James Gilchrist - My Beloved is Mine - The Guardian
03 August 2012
The GuardianAndrew Clements
James Gilchrist and Anna Tilbrook
have already recorded one of Britten's tenor song cycles, the Hardy settings of
Winter Words, on a previous disc for Linn, and they continue their series with
four more. Strictly speaking, though, the earliest of them, the five settings
of WH Auden that make up On This Island, and which were Britten's first
published songs, weren't originally composed for tenor at all, but for soprano.
Sophie Wyss, for whom Britten also composed the orchestral cycle Les
Illuminations, gave the first performance in 1937. But all the others here were
written for Peter Pears, beginning with the Michelangelo Sonnets in 1940, and
ending with the first of the canticles, My Beloved Is Mine, seven years later.
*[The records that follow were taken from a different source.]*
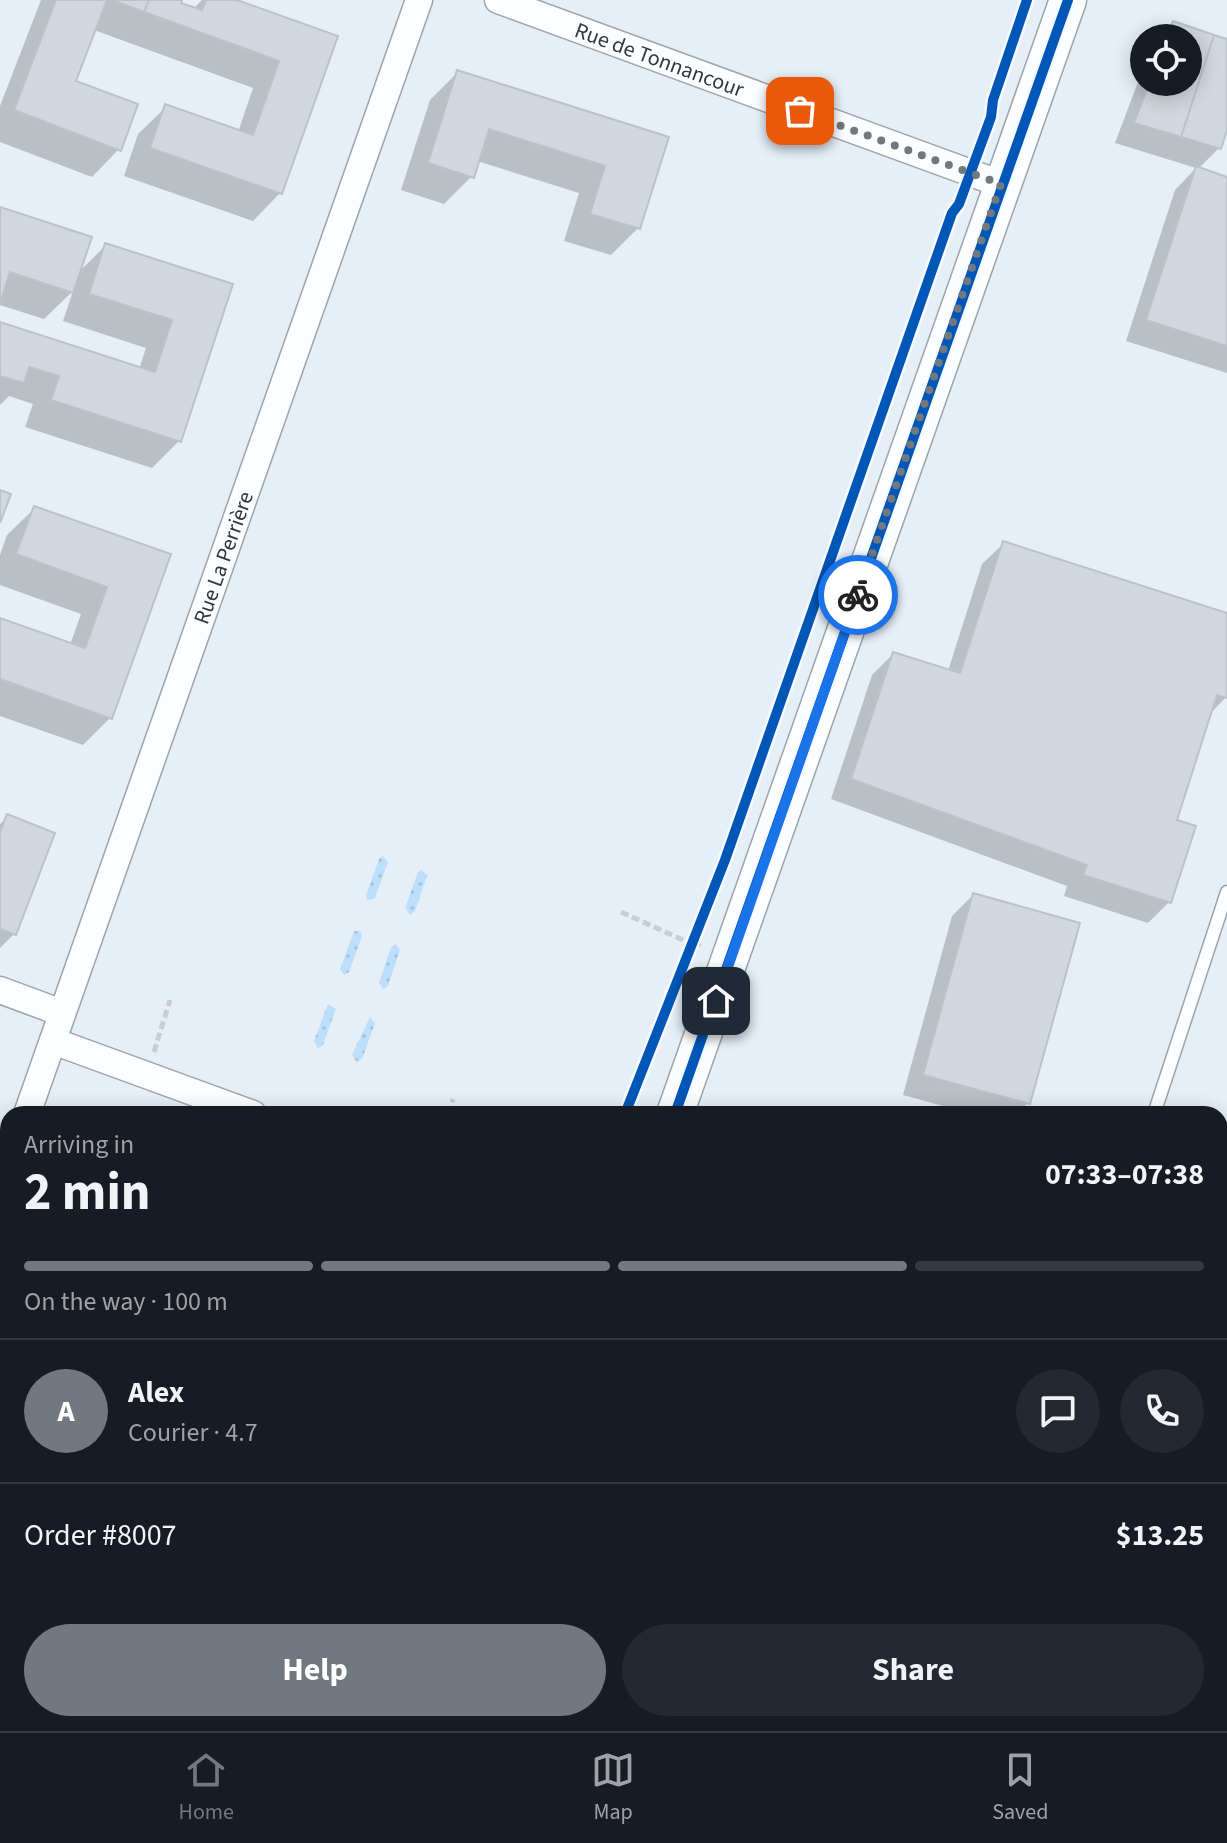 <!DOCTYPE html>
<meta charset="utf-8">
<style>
:root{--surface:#171b24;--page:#242831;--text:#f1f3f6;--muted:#9ea1a6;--line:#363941;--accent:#71787f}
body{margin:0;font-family:"Source Sans 3",sans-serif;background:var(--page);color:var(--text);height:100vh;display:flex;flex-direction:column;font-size:30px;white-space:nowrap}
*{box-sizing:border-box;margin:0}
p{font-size:26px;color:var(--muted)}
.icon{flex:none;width:44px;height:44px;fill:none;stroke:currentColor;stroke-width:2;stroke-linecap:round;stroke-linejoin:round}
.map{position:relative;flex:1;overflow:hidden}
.drawer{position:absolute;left:0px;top:1106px;width:1228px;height:626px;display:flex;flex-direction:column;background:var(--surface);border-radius:24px 24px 0 0;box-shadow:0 4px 20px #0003}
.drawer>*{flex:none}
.fabs{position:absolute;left:1130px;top:24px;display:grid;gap:16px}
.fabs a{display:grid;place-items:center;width:72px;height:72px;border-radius:50%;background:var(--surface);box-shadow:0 4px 20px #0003;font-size:40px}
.pin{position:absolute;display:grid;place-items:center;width:68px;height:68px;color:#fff;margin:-34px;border-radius:16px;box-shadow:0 4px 12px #0006}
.courier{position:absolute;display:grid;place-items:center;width:80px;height:80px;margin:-40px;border:6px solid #1a73e8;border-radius:50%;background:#fff;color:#222;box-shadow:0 2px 10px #0007}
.overview em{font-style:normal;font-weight:700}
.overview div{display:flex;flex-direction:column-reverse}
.overview{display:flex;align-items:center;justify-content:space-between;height:136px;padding:0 24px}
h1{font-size:52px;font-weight:700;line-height:60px}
.bar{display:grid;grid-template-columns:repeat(4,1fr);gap:12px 8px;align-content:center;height:96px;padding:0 24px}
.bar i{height:10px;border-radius:6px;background:var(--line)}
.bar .current{background:var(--accent)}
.bar p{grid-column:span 4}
.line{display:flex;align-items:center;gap:20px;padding:0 24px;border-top:2px solid var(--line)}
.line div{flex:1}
.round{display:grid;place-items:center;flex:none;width:84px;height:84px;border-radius:42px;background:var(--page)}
.action{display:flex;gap:16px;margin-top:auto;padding:16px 24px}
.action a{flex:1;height:92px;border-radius:48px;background:var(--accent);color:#fff;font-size:32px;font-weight:700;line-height:92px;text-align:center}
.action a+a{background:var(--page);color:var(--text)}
.tabs{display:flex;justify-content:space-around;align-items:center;height:112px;border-top:2px solid var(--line);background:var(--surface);font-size:22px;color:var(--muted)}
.tabs a{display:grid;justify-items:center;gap:4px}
.tabs .current{color:var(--accent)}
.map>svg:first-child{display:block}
.grass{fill:url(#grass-dots)}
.park{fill:#bedffb}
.shadow{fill:#0003}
.building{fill:#d1d7de;stroke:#bbc2c8;stroke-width:2}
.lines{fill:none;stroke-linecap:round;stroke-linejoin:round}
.lane-casing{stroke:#9da4aa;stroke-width:15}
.street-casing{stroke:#9da4aa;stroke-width:29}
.secondary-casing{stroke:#9da4aa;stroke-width:39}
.path{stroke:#cbced1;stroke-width:5;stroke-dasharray:8 4;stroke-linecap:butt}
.lane{stroke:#fbfdfe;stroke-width:12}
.street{stroke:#fbfdfe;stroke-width:26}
.secondary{stroke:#fbfdfe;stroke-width:36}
.cycleway-casing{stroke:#f7fafd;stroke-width:15}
.cycleway{stroke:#0057b8;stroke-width:10}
.done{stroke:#71787f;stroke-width:8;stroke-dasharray:0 14.4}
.route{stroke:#1a73e8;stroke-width:10}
.labels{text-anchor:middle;stroke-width:6;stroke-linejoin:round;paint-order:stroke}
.street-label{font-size:22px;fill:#32383e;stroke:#f7fafd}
</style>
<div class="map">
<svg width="1227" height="1731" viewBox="0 0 1227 1731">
<defs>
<pattern id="grass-dots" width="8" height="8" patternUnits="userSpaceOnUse" patternTransform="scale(2)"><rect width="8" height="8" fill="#bedffb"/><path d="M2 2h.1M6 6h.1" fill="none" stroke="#a4c0d8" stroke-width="1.8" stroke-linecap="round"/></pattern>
</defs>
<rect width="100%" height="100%" fill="#e6eff7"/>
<path class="grass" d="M 383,856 L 388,862 L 375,898 L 367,900 L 366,895 L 379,859 Z
M 422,870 L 427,876 L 415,911 L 410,915 L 405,908 L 418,872 Z
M 354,931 L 360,931 L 362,936 L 349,972 L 344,975 L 340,969 Z
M 396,944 L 400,950 L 388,986 L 383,989 L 379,983 L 391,947 Z
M 328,1004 L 336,1009 L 323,1045 L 318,1048 L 314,1041 Z
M 370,1017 L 375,1023 L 362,1059 L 357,1062 L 352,1055 Z
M 1227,1648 L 1227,1731 L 1023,1731 L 1030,1724 L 1220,1724 L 1220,1649 Z"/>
<path class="park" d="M 1220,1322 L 1227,1324 L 1227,1475 L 1220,1472 Z"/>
<path class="shadow" d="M 41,0 L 179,0 L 178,4 L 193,9 L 202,0 L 231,0 L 336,37 L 280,193 L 253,221 L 124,176 L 138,134 L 166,107 L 238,132 L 253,88 L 94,30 L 74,82 L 119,149 L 92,177 L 0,142 L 0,106 Z
M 1173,23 L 1227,41 L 1227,123 L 1219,148 L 1198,169 L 1227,179 L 1227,373 L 1126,341 L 1175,190 L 1196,168 L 1115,143 L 1144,66 L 1144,82 L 1188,82 L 1188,38 L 1158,38 Z
M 458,72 L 666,138 L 638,228 L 611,255 L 564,241 L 579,193 L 477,161 L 472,176 L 444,204 L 401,190 L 430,100 Z
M 0,209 L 77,274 L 106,245 L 230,286 L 179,441 L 152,468 L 25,427 L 33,404 L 9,396 L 0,405 L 0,324 L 139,369 L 146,348 L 63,321 L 73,291 L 44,319 L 0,305 Z
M 35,508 L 169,556 L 110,718 L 83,745 L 0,716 L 0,620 L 70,645 L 81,614 L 0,585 L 0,555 L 7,535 Z
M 1003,544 L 1227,615 L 1227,696 L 1209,715 L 1175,821 L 1169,902 L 1148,923 L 1064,896 L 1067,886 L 831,799 L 872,675 L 893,654 L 948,671 L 982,564 Z
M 8,817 L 14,934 L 0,948 L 0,824 Z
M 973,895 L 1028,1103 L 1017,1114 L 972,1114 L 903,1095 L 952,916 Z
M 8,1258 L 8,1388 L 0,1385 L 0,1279 Z
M 1220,1440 L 1227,1442 L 1227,1501 L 1220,1499 Z
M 772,1724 L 899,1724 L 897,1731 L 797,1731 Z"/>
<path class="building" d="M 56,0 L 107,0 L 76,81 L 138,104 L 121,151 L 14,110 Z
M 112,0 L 149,0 L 144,12 Z
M 149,0 L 182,0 L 181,3 L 202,10 L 206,0 L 237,0 L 338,36 L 282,194 L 150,148 L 165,104 L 253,135 L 279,61 L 144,12 Z
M 1173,21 L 1214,35 L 1181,137 L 1134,123 L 1150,82 L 1188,82 L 1188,38 L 1166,38 Z
M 1214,35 L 1227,39 L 1227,130 L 1221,149 L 1181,137 Z
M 457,70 L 669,137 L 640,229 L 590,214 L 605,166 L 489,129 L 474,178 L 428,163 Z
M 1196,166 L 1227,177 L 1227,346 L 1146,320 Z
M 0,207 L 92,237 L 73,293 L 10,272 L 0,303 Z
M 105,243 L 233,284 L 181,442 L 51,400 L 59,376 L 29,367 L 24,383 L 0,376 L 0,322 L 155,372 L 172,320 L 89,294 Z
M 0,490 L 11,494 L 0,523 Z
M 34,506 L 171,554 L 112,719 L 0,679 L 0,618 L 85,648 L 107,587 L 16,554 Z
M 1003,541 L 1227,613 L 1227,698 L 1217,695 L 1177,820 L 1196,826 L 1171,903 L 1083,875 L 1087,865 L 851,779 L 893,652 L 960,673 Z
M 7,814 L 55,833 L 16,935 L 0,929 L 0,832 Z
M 973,893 L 1080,923 L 1030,1104 L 923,1075 Z
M 8,1299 L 8,1351 L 0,1348 L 0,1320 Z
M 1220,1438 L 1227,1440 L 1227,1475 L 1220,1472 Z
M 866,1724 L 901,1724 L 899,1731 Z"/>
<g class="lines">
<g class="lane-casing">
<path id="lane" d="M 1154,1114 L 1227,892
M 0,1464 L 8,1467
M 265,1724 L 267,1726
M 925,1731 L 928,1724"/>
</g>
<g class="street-casing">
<g id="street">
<path id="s1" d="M 498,0 L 1001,184"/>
<path d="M 0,990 L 62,1013"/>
<path d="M 53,1041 L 253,1114"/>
<path id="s2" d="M 27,1114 L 419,0"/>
<path d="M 0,1191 L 8,1168"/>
<path d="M 0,1726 L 16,1731"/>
</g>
</g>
<g class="secondary-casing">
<path id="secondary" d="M 675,1114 L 1068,0
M 488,1731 L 490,1724"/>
</g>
<path class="path" d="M 621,912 L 692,944 L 701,944
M 154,1052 L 170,1000
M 449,1114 L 453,1099
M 0,1402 L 8,1379"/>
<use href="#lane" class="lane"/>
<use href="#street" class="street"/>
<use href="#secondary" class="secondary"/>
<g class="cycleway-casing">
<path id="cycleway" d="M 625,1114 L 725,860 L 952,213 L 959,204 L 991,117 L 993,100 L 1027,0
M 675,1114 L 1068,0"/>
</g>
<use href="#cycleway" class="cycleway"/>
</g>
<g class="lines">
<path class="done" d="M 800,111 L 1001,184 L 858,595"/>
<path class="route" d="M 716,1001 L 858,595"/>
</g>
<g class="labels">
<g class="street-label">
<text dy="8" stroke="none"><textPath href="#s1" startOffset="172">Rue de Tonnancour</textPath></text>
<text dy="8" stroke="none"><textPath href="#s2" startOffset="590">Rue La Perrière</textPath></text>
</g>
</g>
</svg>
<div class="fabs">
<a><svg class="icon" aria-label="locate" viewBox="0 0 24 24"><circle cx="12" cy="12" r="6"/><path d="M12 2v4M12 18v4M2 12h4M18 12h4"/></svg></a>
</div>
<div class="pin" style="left:800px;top:111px;background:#ea580c"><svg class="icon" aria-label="bag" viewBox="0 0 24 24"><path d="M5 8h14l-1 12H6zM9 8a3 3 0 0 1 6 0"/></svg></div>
<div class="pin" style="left:716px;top:1001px;background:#1f2937"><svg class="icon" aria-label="home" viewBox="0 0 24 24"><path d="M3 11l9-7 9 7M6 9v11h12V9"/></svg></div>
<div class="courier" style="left:858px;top:595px"><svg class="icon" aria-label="bike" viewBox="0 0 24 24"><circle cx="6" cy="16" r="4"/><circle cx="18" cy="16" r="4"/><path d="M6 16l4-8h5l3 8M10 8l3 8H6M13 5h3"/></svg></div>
<section class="drawer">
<div class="overview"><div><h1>2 min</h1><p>Arriving in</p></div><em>07:33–07:38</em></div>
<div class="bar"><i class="current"></i><i class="current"></i><i class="current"></i><i></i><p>On the way · 100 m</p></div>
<div class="line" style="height:144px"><b class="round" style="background:var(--accent);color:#fff">A</b><div><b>Alex</b><p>Courier · 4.7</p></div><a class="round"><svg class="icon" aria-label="chat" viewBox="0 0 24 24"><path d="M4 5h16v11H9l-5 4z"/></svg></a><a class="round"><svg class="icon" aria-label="phone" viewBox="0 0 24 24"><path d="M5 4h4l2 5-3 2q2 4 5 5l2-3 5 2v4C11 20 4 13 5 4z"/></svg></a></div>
<div class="line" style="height:104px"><div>Order #8007</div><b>$13.25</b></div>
<div class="action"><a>Help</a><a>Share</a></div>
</section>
</div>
<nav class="tabs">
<a class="current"><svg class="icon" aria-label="home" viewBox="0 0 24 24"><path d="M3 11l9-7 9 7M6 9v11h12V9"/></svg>Home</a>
<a><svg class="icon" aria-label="map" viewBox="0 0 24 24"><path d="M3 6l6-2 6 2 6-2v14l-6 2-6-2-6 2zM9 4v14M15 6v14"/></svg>Map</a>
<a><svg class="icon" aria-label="saved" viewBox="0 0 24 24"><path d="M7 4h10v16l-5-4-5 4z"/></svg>Saved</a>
</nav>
Gilchrist's rather English sound
fits music that was conceived for Pears's equally English style very well,
whether in the unbuttoned declarations of love of the Michelangelo songs, or
the much darker introspection of the Donne Sonnets. His immaculate diction - in
Italian as well as English - is more than ample compensation for a slight
feeling that sometimes the vocal lines are treated with just a little too much
respect, that everything is just too correct, when a bit more dash and daring
might have brought an extra dimension to some of the songs. But Gilchrist's
restraint also proves to be the perfect counterpart to Tilbrook's piano
playing, which relishes every bit of the athleticism that Britten built into
accompaniments that he wrote to play himself.